É isso aí, a Nei morre no Phantasy Star II. Pronto, spoilei o grande momento do jogo. Não gostaram? Me processem. Mas putzgrila, Phantasy Star II saiu em 1989, vocês tiveram 22 longos anos para jogar esse negócio, não me venham com esse papo-furado de “pô, você estragou a surpresa”. Ah, e tem mais, o Bruce Willis já tá morto desde o início em “O Sexto Sentido”. Filme velho pra caramba, não tem desculpa não ter assistido ainda.

A morte da Nei é uma tremenda sacanagem. Ao contrário da maioria dos RPGs, onde você geralmente começa sozinho com o protagonista, em Phantasy Star II você já começa controlando Rolf e Nei.

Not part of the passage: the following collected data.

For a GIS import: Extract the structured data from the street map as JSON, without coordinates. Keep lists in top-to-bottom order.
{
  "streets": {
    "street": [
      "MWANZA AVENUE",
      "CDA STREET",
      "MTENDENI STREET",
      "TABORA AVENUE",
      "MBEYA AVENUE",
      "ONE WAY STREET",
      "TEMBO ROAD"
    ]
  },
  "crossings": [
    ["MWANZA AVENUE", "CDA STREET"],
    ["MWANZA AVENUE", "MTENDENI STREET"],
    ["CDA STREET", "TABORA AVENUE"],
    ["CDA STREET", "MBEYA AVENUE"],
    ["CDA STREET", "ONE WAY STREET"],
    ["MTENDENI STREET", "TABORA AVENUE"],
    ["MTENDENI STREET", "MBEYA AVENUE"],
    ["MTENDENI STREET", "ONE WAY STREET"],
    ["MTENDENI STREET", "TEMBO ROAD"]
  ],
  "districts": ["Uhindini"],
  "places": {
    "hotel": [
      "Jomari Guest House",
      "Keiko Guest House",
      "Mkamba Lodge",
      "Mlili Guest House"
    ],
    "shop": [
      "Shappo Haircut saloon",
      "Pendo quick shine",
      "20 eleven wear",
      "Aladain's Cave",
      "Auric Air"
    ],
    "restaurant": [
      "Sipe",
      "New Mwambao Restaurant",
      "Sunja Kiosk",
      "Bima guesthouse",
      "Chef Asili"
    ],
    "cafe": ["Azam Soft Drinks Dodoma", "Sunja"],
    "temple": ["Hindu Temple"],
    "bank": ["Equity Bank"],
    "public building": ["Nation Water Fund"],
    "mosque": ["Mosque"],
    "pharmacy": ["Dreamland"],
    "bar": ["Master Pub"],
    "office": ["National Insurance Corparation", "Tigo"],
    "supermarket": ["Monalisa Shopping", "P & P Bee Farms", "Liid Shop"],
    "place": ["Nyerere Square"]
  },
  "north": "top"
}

O que é péssimo para o Rolf, porque desde o primeiro momento todo mundo se interessa mesmo é pela Nei, uma misteriosa cruza genética de humano com biomonstro, gerada no laboratório de biossistemas de Motávia. Nei acaba se dividindo em duas criaturas diferentes: uma bondosa e gentil, que é a Nei que conhecemos. A outra, Neifirst, é uma criatura letal e feroz. O bizarro encontro entre as duas é justamente a hora da verdade para Nei, que acaba empacotando nos braços de Rolf. Compare essa história ao clássico argumento “protagonista órfão e sem memória”de nosso suposto protagonista de cabelo azul e vocês vão entender porque a Nei é o grande lance do Phantasy Star II. Além do fato da Nei usar maiô roxo, obviamente.

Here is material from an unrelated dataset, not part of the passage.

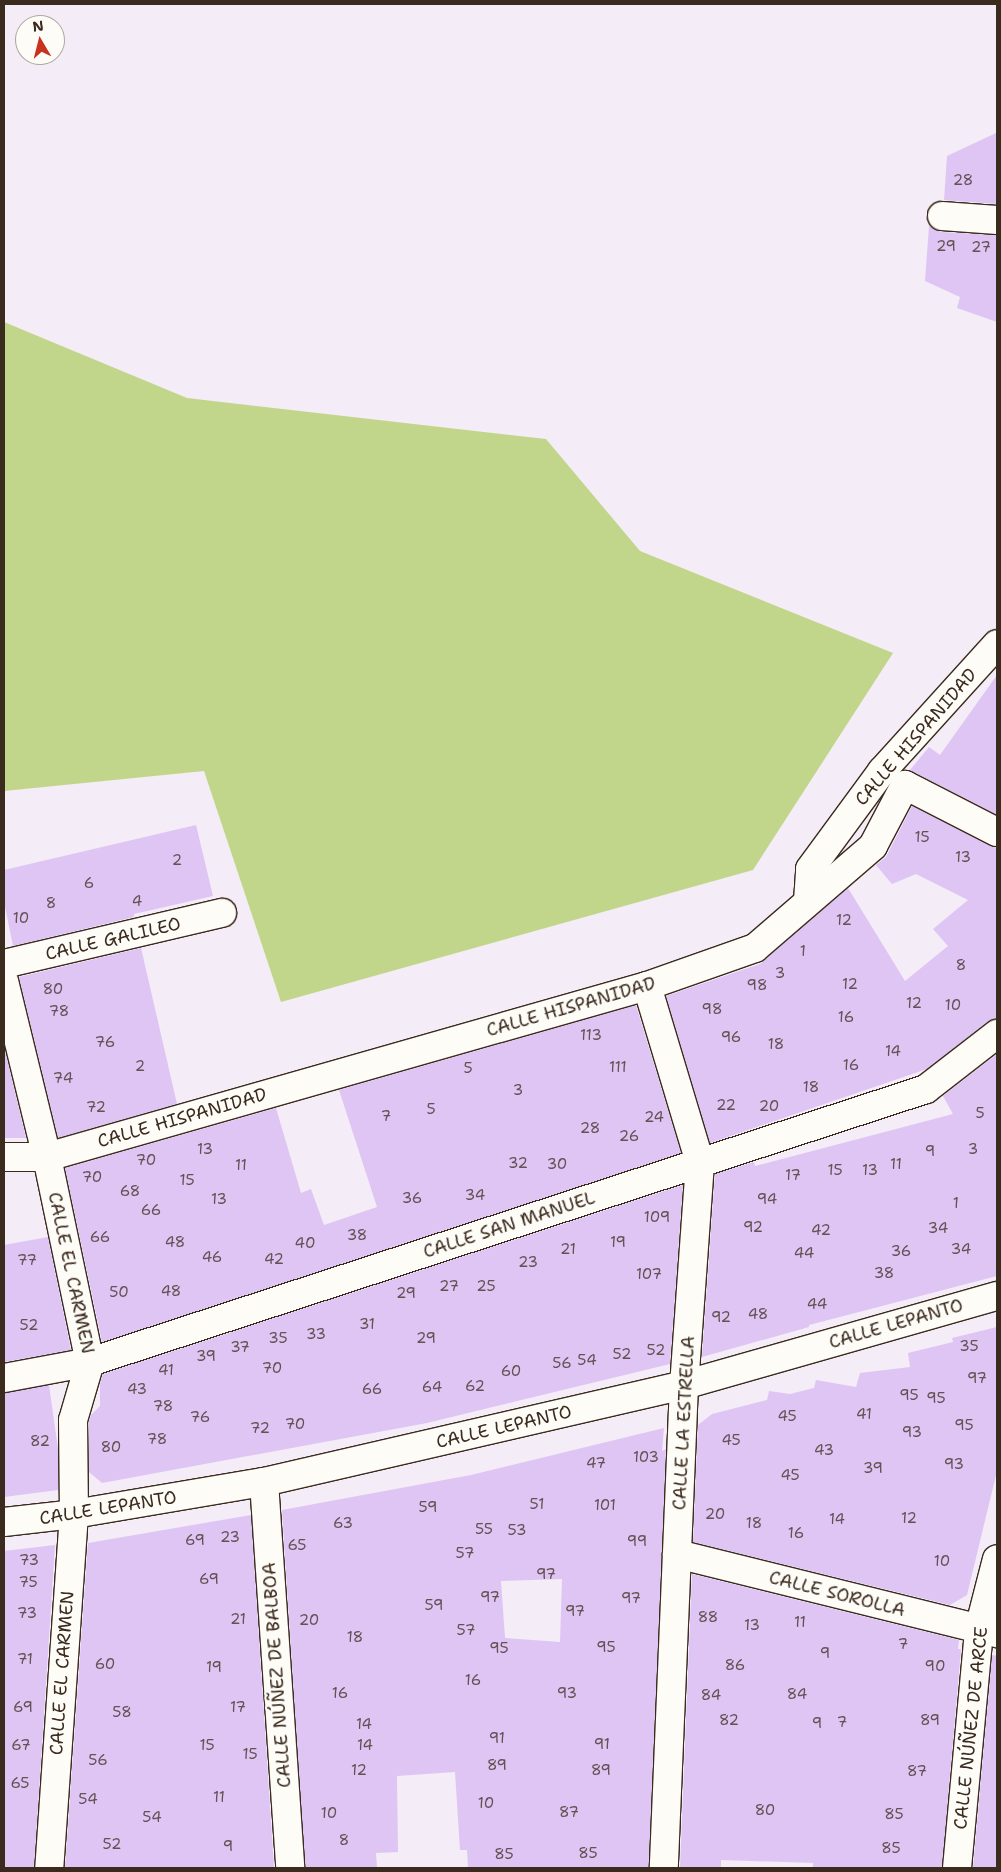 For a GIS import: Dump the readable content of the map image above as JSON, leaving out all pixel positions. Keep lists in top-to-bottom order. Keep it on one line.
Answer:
{"streets":{"street":["CALLE HISPANIDAD","CALLE GALILEO","CALLE SAN MANUEL","CALLE EL CARMEN","CALLE LEPANTO","CALLE LA ESTRELLA","CALLE SOROLLA","CALLE NÚÑEZ DE BALBOA","CALLE NÚÑEZ DE ARCE"]},"crossings":[["CALLE HISPANIDAD","CALLE EL CARMEN"],["CALLE HISPANIDAD","CALLE LA ESTRELLA"],["CALLE SAN MANUEL","CALLE EL CARMEN"],["CALLE SAN MANUEL","CALLE LA ESTRELLA"],["CALLE EL CARMEN","CALLE LEPANTO"],["CALLE LEPANTO","CALLE LA ESTRELLA"],["CALLE LEPANTO","CALLE NÚÑEZ DE BALBOA"],["CALLE LA ESTRELLA","CALLE SOROLLA"],["CALLE SOROLLA","CALLE NÚÑEZ DE ARCE"]],"house_numbers":["28","29","27","15","13","2","6","4","8","10","12","1","8","3","12","98","80","12","10","98","78","16","113","96","76","18","14","16","2","111","5","74","18","3","22","20","72","5","5","7","24","28","26","13","3","9","70","32","30","11","11","15","13","17","70","15","68","34","36","13","94","1","66","109","92","34","42","38","66","48","19","40","21","34","36","44","46","42","77","23","38","107","27","25","48","50","29","44","48","92","31","52","33","35","29","35","37","52","52","39","54","56","70","41","60","97","62","64","43","66","95","95","78","41","45","76","70","95","72","93","78","45","82","80","43","103","47","93","39","45","51","101","59","20","12","14","63","18","55","53","16","23","69","99","65","57","73","10","97","69","75","97","97","59","97","73","88","21","20","11","13","57","18","7","95","95","9","71","60","86","90","19","16","16","93","84","84","69","17","58","82","89","7","9","14","91","91","67","15","14","15","56","89","12","89","87","65","11","54","10","80","87","10","85","54","8","52","9","85","85","85"],"north":"top"}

Nei e Neifirst, em arte do brasileiro Seijiwolf

É muito comum Phantasy Star II aparecer em listas de maiores RPGs de todos os tempos, e isso se deve em grande parte ao triste fim da Nei. Desde o início do jogo ela sofre pra diabo (aliás, Phantasy Star II é uma porrada atrás da outra): depois da traumática separação de sua gêmea Neifirst, uma Nei ainda criança é atacada por uma multidão enfurecida e preconceituosa (se aqui nós já somos uns imbecis e infernizamos a vida dos gays e dos negros, imaginem o que a turma de Motávia não fazia com uma criatura singular como a Nei). Quem lidera esse quase massacre é um caçador chamado Darum, que também vai ter o que merece em dobro mais tarde quando, cego pelo ódio, acaba matando a própria filha por engano. É, spoilei outro grande momento do jogo.

Nei olhou para mim por um momento. Lembrei de quando nos conhecemos; ela me olhou da mesma forma. Isso foi há sete meses. Criada pela fusão de células de humanos e biomonstros, Nei logo se viu excluída pela sociedade.

“Você era muito jovem quando nos conhecemos, mas agora já pode se virar sozinha. Vou partir em uma jornada perigosa; perigosa demais para você. Para mim, você é como uma irmã.”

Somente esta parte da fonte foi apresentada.